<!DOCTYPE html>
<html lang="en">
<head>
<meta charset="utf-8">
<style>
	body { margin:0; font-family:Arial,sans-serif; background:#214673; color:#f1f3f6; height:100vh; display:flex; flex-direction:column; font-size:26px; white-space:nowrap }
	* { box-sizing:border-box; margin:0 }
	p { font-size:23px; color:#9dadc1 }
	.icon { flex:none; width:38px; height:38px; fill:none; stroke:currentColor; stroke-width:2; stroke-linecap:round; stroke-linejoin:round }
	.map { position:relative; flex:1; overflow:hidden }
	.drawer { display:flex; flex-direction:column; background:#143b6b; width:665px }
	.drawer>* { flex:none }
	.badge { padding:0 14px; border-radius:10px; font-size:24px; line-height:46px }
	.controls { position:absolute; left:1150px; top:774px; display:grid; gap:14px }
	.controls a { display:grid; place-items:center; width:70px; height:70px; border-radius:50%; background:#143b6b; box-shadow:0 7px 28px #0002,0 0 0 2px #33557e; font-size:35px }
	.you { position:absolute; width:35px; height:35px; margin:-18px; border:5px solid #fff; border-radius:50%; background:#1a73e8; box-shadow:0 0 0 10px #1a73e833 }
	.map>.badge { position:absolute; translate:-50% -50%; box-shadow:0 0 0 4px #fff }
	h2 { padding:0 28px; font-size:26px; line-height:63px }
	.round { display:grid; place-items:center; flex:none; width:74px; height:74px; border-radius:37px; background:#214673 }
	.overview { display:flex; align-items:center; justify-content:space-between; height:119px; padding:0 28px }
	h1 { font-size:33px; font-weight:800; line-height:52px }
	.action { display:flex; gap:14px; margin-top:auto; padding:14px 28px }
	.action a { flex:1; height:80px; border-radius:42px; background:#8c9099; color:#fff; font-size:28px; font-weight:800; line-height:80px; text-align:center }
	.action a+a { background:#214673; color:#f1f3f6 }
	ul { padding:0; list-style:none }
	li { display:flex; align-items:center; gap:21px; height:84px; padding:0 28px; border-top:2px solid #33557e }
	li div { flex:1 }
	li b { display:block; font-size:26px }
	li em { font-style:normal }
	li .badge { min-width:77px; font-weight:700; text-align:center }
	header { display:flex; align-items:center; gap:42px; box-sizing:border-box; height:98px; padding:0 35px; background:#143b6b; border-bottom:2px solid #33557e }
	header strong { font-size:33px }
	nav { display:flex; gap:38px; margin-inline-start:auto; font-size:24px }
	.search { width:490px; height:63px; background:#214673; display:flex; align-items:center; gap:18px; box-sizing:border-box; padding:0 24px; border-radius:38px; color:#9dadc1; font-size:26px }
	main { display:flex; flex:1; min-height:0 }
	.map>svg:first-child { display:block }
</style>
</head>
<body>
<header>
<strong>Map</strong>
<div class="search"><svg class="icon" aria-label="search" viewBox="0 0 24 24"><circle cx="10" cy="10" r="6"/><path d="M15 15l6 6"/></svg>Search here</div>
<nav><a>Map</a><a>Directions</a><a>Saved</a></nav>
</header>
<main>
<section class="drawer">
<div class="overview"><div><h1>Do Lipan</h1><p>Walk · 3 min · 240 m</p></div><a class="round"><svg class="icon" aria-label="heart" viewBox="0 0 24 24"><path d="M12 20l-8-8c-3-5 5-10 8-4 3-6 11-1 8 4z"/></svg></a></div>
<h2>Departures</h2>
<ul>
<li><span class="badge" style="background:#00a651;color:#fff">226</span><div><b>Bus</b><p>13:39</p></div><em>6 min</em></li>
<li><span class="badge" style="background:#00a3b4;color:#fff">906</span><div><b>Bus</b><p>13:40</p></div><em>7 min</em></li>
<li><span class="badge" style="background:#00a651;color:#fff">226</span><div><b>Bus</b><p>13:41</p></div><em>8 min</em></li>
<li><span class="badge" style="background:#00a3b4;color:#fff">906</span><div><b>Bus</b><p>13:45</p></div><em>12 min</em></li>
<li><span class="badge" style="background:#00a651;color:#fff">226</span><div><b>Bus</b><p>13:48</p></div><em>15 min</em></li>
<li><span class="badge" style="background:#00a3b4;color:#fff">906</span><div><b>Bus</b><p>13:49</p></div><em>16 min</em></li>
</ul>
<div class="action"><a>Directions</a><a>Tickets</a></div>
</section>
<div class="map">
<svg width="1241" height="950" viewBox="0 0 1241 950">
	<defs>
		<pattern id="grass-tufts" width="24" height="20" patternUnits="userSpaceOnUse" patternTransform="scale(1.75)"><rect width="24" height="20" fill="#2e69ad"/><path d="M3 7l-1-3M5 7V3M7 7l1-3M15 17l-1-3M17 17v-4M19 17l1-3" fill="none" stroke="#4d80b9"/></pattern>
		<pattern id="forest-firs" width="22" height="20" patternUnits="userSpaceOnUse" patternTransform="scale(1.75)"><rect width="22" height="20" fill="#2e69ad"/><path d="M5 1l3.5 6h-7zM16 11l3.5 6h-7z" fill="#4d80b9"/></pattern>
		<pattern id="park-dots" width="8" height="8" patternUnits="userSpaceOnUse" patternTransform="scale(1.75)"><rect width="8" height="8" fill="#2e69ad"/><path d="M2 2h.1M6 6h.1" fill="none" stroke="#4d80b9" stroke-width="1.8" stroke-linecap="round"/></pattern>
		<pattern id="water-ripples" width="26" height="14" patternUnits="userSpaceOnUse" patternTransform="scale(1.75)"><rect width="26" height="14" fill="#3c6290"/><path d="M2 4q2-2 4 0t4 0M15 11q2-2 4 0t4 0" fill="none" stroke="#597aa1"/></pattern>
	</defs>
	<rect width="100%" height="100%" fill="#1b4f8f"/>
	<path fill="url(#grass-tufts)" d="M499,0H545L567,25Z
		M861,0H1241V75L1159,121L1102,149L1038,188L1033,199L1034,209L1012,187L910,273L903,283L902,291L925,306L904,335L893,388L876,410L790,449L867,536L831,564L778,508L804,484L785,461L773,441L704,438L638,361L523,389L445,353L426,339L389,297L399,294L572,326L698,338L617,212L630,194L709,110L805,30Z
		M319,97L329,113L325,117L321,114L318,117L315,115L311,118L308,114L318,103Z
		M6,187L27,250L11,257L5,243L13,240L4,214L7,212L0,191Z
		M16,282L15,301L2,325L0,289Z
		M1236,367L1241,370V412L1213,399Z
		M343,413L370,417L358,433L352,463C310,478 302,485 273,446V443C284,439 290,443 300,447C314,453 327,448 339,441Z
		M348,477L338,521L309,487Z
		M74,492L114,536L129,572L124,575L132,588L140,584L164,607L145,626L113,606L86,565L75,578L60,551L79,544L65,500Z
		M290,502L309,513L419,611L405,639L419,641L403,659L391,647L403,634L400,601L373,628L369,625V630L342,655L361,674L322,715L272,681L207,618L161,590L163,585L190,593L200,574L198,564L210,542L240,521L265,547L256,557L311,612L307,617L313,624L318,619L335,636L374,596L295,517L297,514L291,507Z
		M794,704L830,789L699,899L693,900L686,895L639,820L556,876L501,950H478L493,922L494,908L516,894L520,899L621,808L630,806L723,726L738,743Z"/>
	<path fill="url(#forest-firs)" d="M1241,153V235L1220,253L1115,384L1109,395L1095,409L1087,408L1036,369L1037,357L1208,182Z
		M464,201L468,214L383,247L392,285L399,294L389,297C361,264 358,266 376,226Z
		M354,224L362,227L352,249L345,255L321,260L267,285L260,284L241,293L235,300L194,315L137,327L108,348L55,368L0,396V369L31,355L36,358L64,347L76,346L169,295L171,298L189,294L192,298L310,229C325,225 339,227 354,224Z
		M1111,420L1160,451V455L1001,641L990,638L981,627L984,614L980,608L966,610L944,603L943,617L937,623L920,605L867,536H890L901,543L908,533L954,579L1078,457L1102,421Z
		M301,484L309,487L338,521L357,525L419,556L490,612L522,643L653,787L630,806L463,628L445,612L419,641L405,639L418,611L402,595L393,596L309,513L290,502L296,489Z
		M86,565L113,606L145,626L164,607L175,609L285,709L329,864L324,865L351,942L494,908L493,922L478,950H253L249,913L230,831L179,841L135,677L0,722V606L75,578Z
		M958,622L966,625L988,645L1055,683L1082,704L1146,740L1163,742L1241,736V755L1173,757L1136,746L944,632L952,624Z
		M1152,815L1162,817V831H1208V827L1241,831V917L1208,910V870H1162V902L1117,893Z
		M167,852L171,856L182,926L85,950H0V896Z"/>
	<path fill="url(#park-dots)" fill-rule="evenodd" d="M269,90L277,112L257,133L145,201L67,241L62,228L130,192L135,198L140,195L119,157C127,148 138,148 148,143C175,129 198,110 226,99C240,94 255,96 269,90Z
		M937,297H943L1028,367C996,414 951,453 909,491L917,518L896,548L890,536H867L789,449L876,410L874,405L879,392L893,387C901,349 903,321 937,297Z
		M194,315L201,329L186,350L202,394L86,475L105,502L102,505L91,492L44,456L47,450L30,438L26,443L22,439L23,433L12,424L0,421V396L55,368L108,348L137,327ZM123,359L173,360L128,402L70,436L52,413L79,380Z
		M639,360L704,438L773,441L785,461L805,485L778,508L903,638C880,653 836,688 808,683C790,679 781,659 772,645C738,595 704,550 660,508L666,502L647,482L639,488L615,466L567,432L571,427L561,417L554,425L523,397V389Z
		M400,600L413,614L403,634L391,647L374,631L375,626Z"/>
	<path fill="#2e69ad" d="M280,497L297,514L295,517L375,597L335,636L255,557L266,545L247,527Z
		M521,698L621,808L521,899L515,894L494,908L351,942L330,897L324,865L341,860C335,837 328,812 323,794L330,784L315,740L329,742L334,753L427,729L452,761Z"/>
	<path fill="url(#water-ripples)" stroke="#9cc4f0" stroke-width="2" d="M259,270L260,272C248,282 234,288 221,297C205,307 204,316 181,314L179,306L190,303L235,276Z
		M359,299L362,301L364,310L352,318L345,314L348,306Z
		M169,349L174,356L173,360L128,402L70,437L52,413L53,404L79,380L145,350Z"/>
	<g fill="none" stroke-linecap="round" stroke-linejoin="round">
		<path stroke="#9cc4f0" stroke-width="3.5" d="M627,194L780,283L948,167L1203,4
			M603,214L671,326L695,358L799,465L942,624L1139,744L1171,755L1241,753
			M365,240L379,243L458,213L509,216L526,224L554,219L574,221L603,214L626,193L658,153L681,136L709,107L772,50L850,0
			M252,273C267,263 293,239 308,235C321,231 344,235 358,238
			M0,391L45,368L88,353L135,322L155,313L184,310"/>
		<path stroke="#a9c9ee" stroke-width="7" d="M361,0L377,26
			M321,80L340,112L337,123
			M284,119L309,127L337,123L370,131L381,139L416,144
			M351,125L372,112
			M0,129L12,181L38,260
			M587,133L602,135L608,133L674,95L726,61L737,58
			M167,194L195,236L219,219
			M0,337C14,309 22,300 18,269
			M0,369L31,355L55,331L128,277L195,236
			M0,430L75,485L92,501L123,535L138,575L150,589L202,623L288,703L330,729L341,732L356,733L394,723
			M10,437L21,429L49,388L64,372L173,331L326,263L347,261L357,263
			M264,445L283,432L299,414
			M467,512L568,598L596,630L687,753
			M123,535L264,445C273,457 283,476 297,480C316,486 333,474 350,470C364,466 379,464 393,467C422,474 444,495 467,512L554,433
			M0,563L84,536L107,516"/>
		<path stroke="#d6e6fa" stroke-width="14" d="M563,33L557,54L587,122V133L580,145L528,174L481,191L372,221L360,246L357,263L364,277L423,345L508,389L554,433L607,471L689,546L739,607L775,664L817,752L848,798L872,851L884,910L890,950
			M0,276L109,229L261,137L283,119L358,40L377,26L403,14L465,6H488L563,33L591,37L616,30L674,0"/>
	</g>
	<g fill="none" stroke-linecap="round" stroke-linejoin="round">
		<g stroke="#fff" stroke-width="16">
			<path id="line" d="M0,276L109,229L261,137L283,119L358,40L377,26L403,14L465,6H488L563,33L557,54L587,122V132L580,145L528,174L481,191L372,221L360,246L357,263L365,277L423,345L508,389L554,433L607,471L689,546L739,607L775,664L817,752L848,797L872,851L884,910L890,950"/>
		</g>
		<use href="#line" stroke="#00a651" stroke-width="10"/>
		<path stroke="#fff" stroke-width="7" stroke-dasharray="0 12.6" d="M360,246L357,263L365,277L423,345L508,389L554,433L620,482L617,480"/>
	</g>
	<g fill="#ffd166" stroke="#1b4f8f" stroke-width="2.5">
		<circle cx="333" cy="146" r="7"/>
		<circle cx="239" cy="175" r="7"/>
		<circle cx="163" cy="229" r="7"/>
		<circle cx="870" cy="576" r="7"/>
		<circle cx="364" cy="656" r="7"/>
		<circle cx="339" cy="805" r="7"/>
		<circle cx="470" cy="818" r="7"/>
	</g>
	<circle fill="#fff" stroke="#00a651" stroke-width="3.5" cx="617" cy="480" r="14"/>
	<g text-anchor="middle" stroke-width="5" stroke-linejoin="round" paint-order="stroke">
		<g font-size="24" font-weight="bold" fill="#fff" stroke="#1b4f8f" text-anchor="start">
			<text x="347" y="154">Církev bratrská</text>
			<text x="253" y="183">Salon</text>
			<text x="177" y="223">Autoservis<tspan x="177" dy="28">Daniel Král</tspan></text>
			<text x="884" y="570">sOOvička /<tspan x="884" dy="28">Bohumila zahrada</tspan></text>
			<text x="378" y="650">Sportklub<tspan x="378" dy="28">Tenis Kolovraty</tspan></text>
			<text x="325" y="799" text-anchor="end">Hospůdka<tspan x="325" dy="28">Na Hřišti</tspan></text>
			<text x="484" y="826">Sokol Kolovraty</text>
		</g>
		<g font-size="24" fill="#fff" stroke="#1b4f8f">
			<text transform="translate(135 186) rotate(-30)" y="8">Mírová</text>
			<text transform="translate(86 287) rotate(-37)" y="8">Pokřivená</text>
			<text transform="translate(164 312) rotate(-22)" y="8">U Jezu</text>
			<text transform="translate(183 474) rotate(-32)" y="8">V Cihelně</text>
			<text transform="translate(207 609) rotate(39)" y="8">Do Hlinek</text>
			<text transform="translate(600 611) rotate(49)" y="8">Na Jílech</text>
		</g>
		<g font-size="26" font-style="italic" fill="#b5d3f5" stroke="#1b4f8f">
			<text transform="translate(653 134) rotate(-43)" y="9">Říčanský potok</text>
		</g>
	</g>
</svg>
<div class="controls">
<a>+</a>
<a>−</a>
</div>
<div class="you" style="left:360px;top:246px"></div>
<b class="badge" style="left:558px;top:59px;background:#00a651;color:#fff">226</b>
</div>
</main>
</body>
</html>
* * * * *
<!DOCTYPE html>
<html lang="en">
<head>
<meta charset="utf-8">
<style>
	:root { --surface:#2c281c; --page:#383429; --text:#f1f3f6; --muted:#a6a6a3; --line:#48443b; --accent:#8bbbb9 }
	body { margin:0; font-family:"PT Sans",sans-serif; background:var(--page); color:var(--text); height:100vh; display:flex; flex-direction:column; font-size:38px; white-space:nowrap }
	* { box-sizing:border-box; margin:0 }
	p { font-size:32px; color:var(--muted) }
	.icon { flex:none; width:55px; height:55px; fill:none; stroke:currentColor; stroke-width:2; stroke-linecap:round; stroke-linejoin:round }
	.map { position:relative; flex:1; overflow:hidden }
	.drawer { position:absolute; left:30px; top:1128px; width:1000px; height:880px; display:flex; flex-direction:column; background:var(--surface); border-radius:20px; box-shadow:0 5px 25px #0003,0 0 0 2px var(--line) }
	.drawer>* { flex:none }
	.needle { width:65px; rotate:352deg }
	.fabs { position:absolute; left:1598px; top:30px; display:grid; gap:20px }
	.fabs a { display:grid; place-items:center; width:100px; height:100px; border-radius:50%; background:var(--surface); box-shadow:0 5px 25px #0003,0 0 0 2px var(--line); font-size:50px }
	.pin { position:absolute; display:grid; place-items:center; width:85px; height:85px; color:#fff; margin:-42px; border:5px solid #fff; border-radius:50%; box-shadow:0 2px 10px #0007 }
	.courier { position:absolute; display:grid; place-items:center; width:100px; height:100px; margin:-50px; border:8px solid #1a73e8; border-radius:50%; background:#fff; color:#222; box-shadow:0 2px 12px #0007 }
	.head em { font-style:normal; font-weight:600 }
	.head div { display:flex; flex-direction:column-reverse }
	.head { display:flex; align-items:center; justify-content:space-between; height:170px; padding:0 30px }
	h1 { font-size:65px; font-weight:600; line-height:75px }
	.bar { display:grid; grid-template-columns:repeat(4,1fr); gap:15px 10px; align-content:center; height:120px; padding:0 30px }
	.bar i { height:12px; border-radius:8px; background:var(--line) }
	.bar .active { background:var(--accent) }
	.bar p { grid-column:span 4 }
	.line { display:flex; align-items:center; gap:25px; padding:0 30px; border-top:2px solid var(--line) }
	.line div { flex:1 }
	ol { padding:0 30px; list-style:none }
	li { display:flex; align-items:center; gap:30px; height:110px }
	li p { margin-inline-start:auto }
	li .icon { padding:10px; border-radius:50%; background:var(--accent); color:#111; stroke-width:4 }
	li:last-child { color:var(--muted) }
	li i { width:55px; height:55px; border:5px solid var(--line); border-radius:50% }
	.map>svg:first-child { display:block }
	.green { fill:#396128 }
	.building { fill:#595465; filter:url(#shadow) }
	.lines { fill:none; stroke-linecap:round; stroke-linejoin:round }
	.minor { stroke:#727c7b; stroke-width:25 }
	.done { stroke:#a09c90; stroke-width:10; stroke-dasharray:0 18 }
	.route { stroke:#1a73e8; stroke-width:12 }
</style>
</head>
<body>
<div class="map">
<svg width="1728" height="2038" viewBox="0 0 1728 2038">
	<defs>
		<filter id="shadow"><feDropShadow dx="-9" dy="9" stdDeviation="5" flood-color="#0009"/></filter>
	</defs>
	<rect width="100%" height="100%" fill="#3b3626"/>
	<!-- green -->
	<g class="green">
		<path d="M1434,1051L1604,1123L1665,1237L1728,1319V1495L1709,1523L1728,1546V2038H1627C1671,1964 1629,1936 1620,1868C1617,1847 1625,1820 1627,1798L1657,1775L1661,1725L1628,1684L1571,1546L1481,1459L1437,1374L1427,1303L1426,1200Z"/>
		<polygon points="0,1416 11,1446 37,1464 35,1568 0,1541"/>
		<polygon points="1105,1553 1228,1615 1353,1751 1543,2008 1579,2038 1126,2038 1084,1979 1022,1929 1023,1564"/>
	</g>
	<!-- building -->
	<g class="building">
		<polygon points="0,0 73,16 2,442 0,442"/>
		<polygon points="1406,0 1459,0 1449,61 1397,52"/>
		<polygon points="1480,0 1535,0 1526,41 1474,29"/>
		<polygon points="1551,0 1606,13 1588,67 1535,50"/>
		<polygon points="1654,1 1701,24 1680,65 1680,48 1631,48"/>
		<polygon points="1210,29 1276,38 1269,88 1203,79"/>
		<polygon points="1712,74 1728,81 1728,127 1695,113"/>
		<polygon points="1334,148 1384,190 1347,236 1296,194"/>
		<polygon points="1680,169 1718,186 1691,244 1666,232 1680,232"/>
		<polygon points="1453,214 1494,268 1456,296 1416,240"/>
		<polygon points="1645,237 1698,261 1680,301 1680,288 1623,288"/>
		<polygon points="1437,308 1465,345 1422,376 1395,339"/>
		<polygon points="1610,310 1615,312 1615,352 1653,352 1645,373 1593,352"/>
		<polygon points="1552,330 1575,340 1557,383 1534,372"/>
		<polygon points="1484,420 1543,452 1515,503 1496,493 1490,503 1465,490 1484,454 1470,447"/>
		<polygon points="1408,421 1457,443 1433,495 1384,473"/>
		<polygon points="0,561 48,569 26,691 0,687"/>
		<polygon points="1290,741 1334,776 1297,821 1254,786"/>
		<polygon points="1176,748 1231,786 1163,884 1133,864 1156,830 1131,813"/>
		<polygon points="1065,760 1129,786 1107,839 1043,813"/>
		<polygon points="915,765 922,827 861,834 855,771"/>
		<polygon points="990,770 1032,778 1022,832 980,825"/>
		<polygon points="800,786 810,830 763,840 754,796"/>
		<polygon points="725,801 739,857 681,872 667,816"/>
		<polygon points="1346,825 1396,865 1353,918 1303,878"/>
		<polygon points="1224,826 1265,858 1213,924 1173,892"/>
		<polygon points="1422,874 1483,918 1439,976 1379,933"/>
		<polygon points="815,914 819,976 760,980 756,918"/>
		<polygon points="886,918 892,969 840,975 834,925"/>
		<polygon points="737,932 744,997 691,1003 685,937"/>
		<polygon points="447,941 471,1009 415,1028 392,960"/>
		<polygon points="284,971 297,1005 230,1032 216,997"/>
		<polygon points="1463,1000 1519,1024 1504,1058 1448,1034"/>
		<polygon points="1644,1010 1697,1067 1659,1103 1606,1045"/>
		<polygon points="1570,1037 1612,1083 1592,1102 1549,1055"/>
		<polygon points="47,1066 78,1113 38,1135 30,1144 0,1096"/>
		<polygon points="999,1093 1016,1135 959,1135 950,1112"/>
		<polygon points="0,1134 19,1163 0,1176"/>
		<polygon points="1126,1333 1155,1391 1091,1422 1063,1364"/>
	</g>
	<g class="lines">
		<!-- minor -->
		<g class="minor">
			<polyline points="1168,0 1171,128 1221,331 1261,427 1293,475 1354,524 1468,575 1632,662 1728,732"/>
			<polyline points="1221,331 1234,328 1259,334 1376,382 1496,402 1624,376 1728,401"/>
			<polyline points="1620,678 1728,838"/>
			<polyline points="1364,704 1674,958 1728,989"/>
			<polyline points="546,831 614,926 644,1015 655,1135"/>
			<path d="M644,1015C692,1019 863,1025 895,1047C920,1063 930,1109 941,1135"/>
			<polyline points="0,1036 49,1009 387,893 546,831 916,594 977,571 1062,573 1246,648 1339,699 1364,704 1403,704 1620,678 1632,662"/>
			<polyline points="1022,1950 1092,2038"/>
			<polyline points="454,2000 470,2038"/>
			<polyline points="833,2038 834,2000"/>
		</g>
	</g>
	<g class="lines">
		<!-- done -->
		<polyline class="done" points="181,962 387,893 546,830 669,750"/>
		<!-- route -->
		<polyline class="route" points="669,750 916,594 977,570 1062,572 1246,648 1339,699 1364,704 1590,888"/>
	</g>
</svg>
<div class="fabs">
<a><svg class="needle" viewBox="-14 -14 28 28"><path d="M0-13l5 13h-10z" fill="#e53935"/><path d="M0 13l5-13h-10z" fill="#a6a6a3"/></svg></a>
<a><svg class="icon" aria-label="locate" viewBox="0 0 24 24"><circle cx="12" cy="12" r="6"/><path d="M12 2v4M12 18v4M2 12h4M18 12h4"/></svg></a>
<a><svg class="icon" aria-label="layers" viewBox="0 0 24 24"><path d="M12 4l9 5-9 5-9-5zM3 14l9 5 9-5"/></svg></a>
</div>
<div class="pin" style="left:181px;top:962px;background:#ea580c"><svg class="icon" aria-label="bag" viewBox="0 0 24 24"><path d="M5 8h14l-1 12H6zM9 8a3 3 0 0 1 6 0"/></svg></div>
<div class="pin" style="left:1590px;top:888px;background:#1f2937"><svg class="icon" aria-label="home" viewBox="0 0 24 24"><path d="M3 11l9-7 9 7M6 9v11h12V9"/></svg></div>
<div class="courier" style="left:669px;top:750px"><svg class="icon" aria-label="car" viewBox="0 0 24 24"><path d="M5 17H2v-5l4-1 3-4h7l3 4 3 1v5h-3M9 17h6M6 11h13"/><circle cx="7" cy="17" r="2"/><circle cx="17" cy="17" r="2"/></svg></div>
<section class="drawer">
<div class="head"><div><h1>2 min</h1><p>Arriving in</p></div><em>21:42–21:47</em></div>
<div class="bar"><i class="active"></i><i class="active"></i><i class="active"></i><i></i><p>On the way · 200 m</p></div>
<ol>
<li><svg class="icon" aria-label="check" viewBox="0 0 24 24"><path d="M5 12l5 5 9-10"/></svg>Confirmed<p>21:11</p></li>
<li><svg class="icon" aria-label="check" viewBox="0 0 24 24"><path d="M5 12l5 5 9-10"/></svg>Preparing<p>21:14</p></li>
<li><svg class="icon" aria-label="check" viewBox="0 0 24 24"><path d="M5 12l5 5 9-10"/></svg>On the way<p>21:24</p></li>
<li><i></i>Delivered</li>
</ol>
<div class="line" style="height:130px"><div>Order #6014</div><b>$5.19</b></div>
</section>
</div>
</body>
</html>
* * * * *
TASK DIRECTIONS -
Pull every line containing "fabs" out of the entries.

REPLY TO THE EXERCISE -
	.fabs { position:absolute; left:1598px; top:30px; display:grid; gap:20px }
	.fabs a { display:grid; place-items:center; width:100px; height:100px; border-radius:50%; background:var(--surface); box-shadow:0 5px 25px #0003,0 0 0 2px var(--line); font-size:50px }
<div class="fabs">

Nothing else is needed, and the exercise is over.